Define and discuss the word transcendence. What kinds of experiences are transcendent? Can art be transcendent? How? Why?


SEGMENT: Kimsooja in "Systems"

While Viewing
What associations do you make with Kimsooja's work? Consider specific artworks featured in this segment, in relation to your own ideas, experiences, and memories.

Kimsooja is physically present in many of her projects, and she speaks specifically about using her body to become Needle Woman. How does she do this? Why do you think she chose the metaphor of a needle?

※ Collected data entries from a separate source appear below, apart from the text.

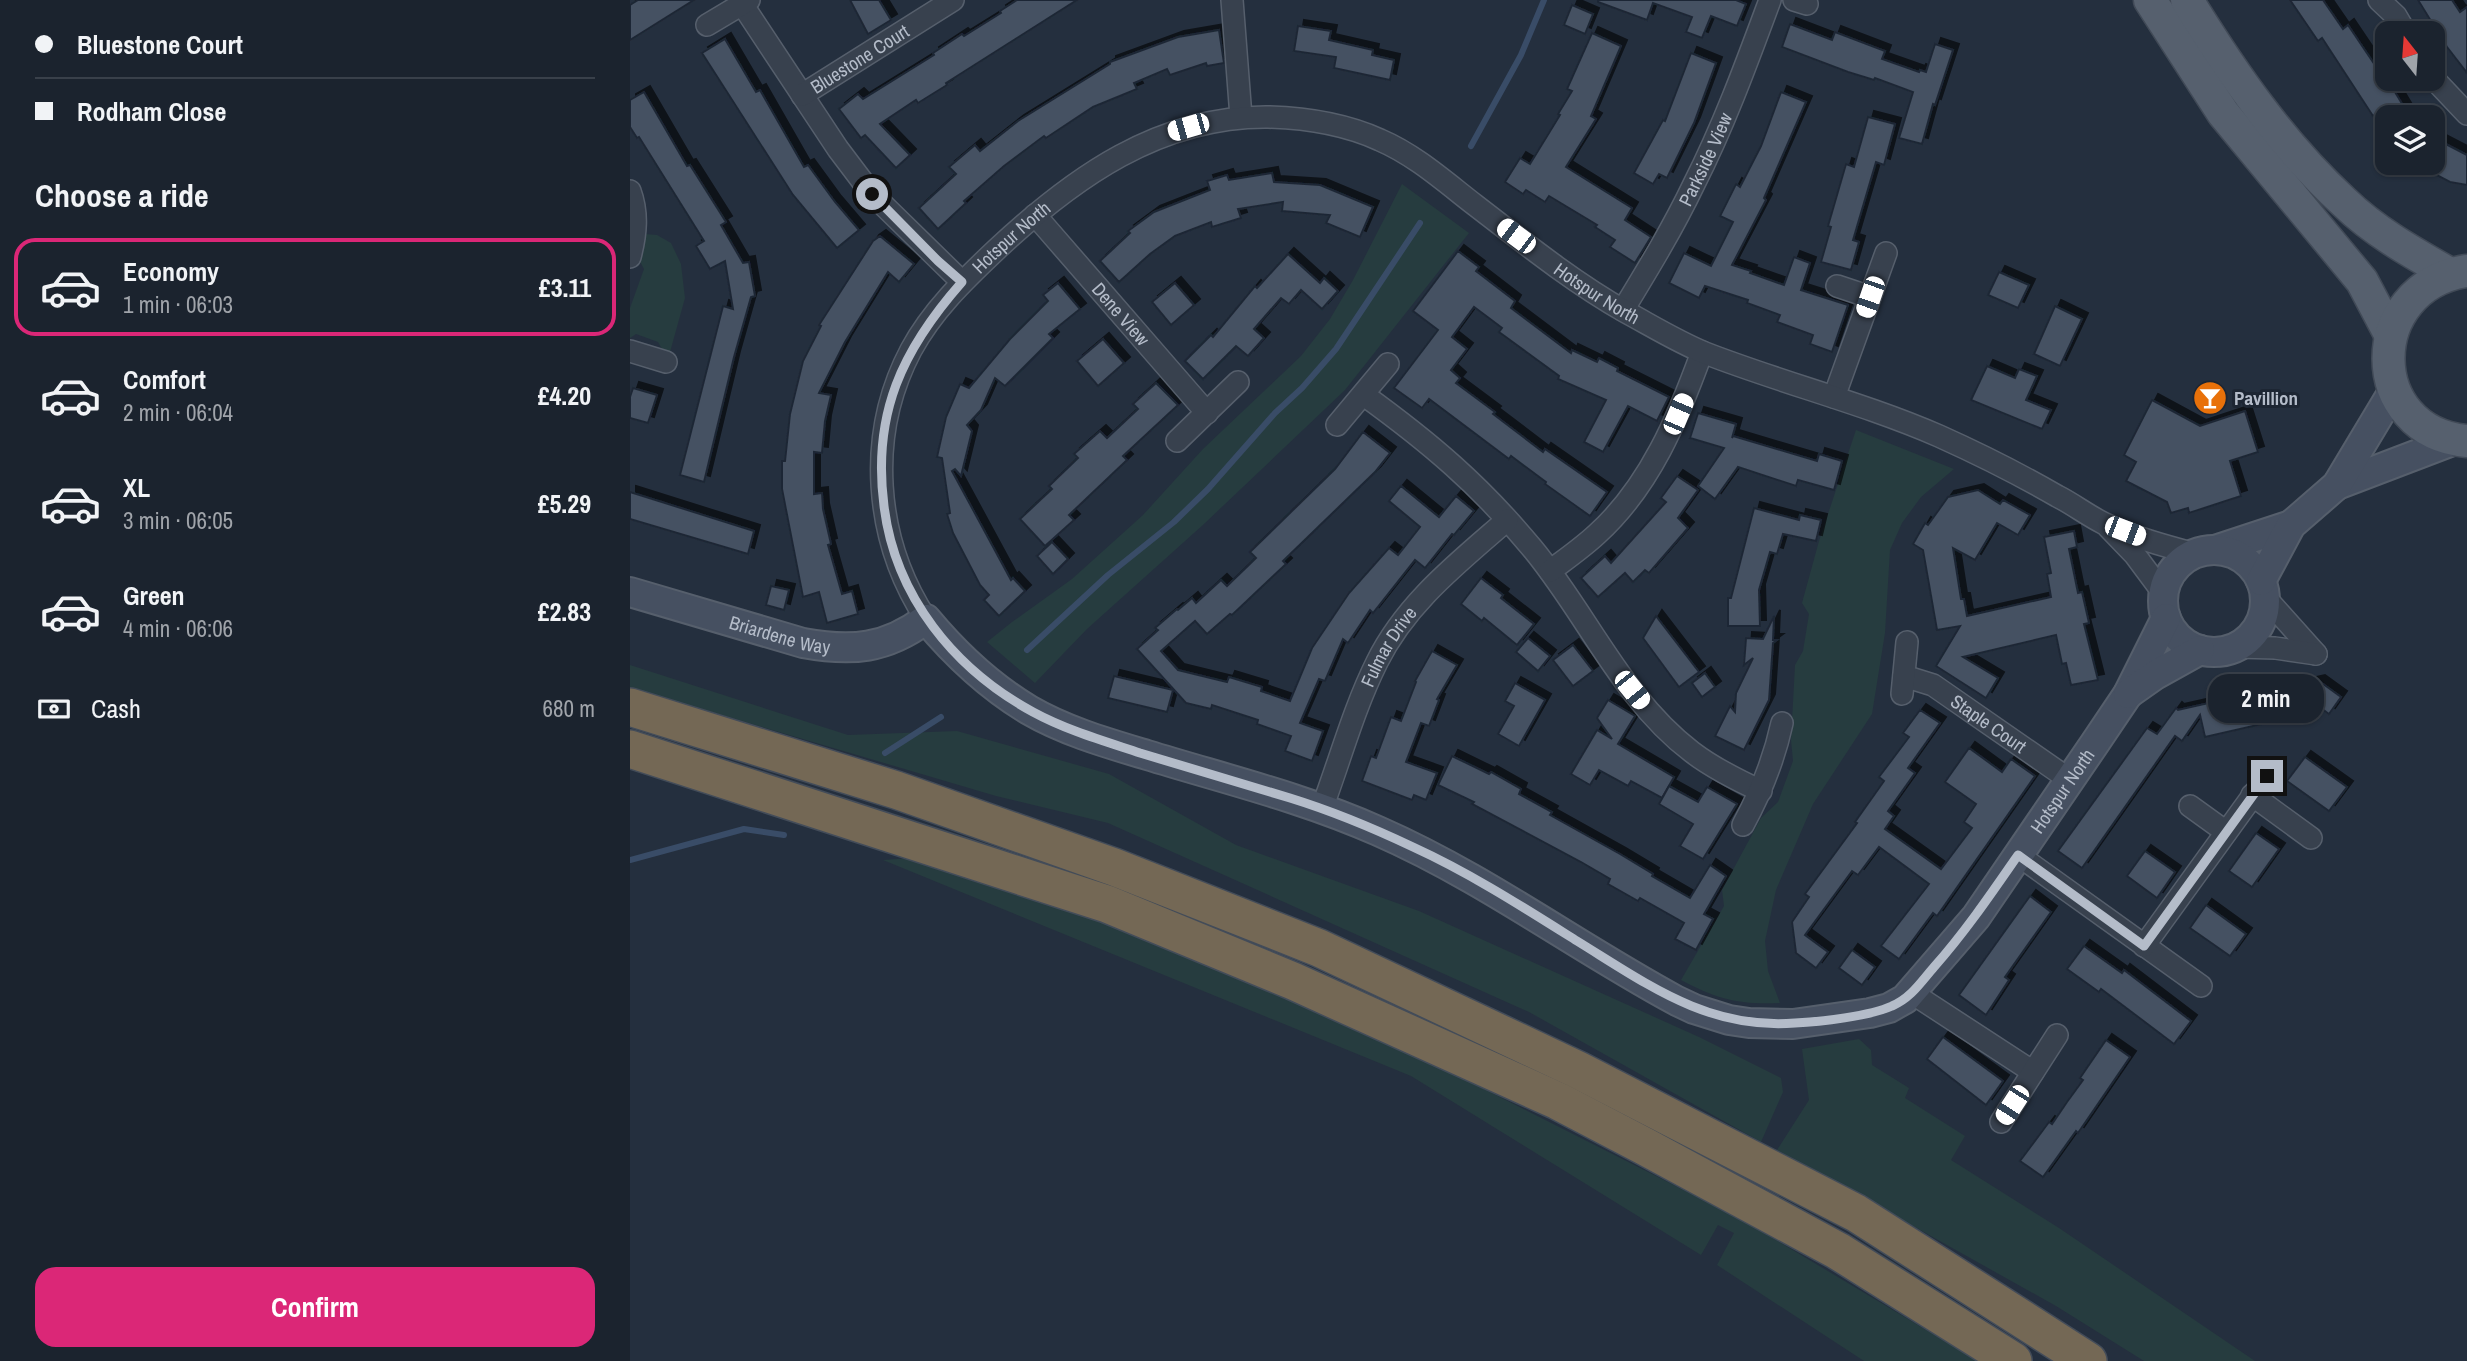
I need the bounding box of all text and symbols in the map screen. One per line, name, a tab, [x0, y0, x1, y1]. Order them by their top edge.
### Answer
street label: Bluestone Court	[805, 18, 914, 100]
north arrow	[2375, 21, 2445, 91]
map controls	[2375, 21, 2445, 175]
text: Bluestone Court	[77, 27, 243, 62]
text: Rodham Close	[77, 94, 226, 129]
button: layers	[2375, 105, 2445, 175]
street label: Parkside View	[1672, 108, 1739, 210]
car	[1165, 111, 1212, 143]
text: Choose a ride	[35, 174, 209, 217]
route start	[856, 178, 888, 210]
street label: Hotspur North	[966, 195, 1056, 279]
car	[1493, 215, 1540, 257]
text: Economy	[123, 254, 219, 289]
icon: car	[39, 256, 102, 319]
street label: Hotspur North	[1549, 256, 1644, 330]
text: £3.11	[539, 270, 591, 305]
car	[1854, 274, 1887, 320]
street label: Dene View	[1086, 277, 1156, 352]
text: 1 min · 06:03	[123, 289, 233, 320]
text: Comfort	[123, 362, 206, 397]
icon: car	[39, 364, 102, 427]
text: £4.20	[538, 378, 591, 413]
bar icon: Pavillion	[2191, 379, 2229, 417]
place label: Pavillion	[2234, 385, 2298, 411]
car	[1661, 391, 1696, 437]
text: 2 min · 06:04	[123, 397, 233, 428]
text: XL	[123, 470, 150, 505]
icon: car	[39, 472, 102, 535]
text: £5.29	[538, 486, 591, 521]
text: 3 min · 06:05	[123, 505, 233, 536]
car	[2102, 514, 2149, 548]
text: Green	[123, 578, 185, 613]
icon: car	[39, 580, 102, 643]
text: £2.83	[538, 594, 591, 629]
street label: Fulmar Drive	[1354, 601, 1422, 691]
street label: Briardene Way	[726, 609, 832, 660]
text: 4 min · 06:06	[123, 613, 233, 644]
car	[1611, 667, 1654, 713]
callout: 2 min	[2209, 674, 2325, 724]
text: 2 min	[2241, 683, 2291, 714]
street label: Staple Court	[1946, 688, 2032, 759]
icon: cash	[35, 690, 73, 728]
text: Cash	[91, 691, 141, 726]
text: 680 m	[543, 693, 595, 724]
street label: Hotspur North	[2024, 744, 2100, 838]
route end	[2251, 760, 2283, 792]
car	[1992, 1082, 2033, 1128]
button: Confirm	[35, 1267, 595, 1347]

"To Breathe—A Mirror Woman," 2006 Diffraction grating film, mirror, and sound performance piece by the artist from "The Weaving Factory," 2004. Installation at The Crystal Palace, Madrid. Photo by Jaeho Chong. © Kimsooja. Courtesy the artist and Museo Nacional Centro de Arte Reina SofĂ­a, Madrid.

After Viewing
Kimsooja talks about the importance of the bottari (the Korean word for a bundle used to transport belongings or goods) in her work. She also describes her installation at the Crystal Palace as "a bottari of light and sound and reflection." Discuss this metaphor.

In what ways is Kimsooja's work transcendent? Kimsooja says that she always tries to find the transcendent moment and space within her work. Does she achieve her goal? How?


"A Needle Woman – Kitakyushu," 1999. Single channel video projection, silent, 6:33 minute loop. © Kimsooja. Courtesy the artist.

Kimsooja says: "The most important thing I'm interested in, in performative video, is my experience while doing it. I'm not really that interested in video as a result. It's really a secondary thing for me. The most important thing is the moment when my contemplation goes on and has a certain inner evolution."

Consider the ideas of both inner evolution and transcendence, as discussed by the artist. What systems does Kimsooja rely on, in order to achieve that particular moment of contemplation?


"Bottari," 2000. Installation at "Partage d'exotismes," 5th Lyon Biennale, 2000. Used bed covers and used clothes, dimensions variable. © Kimsooja. Courtesy the artist.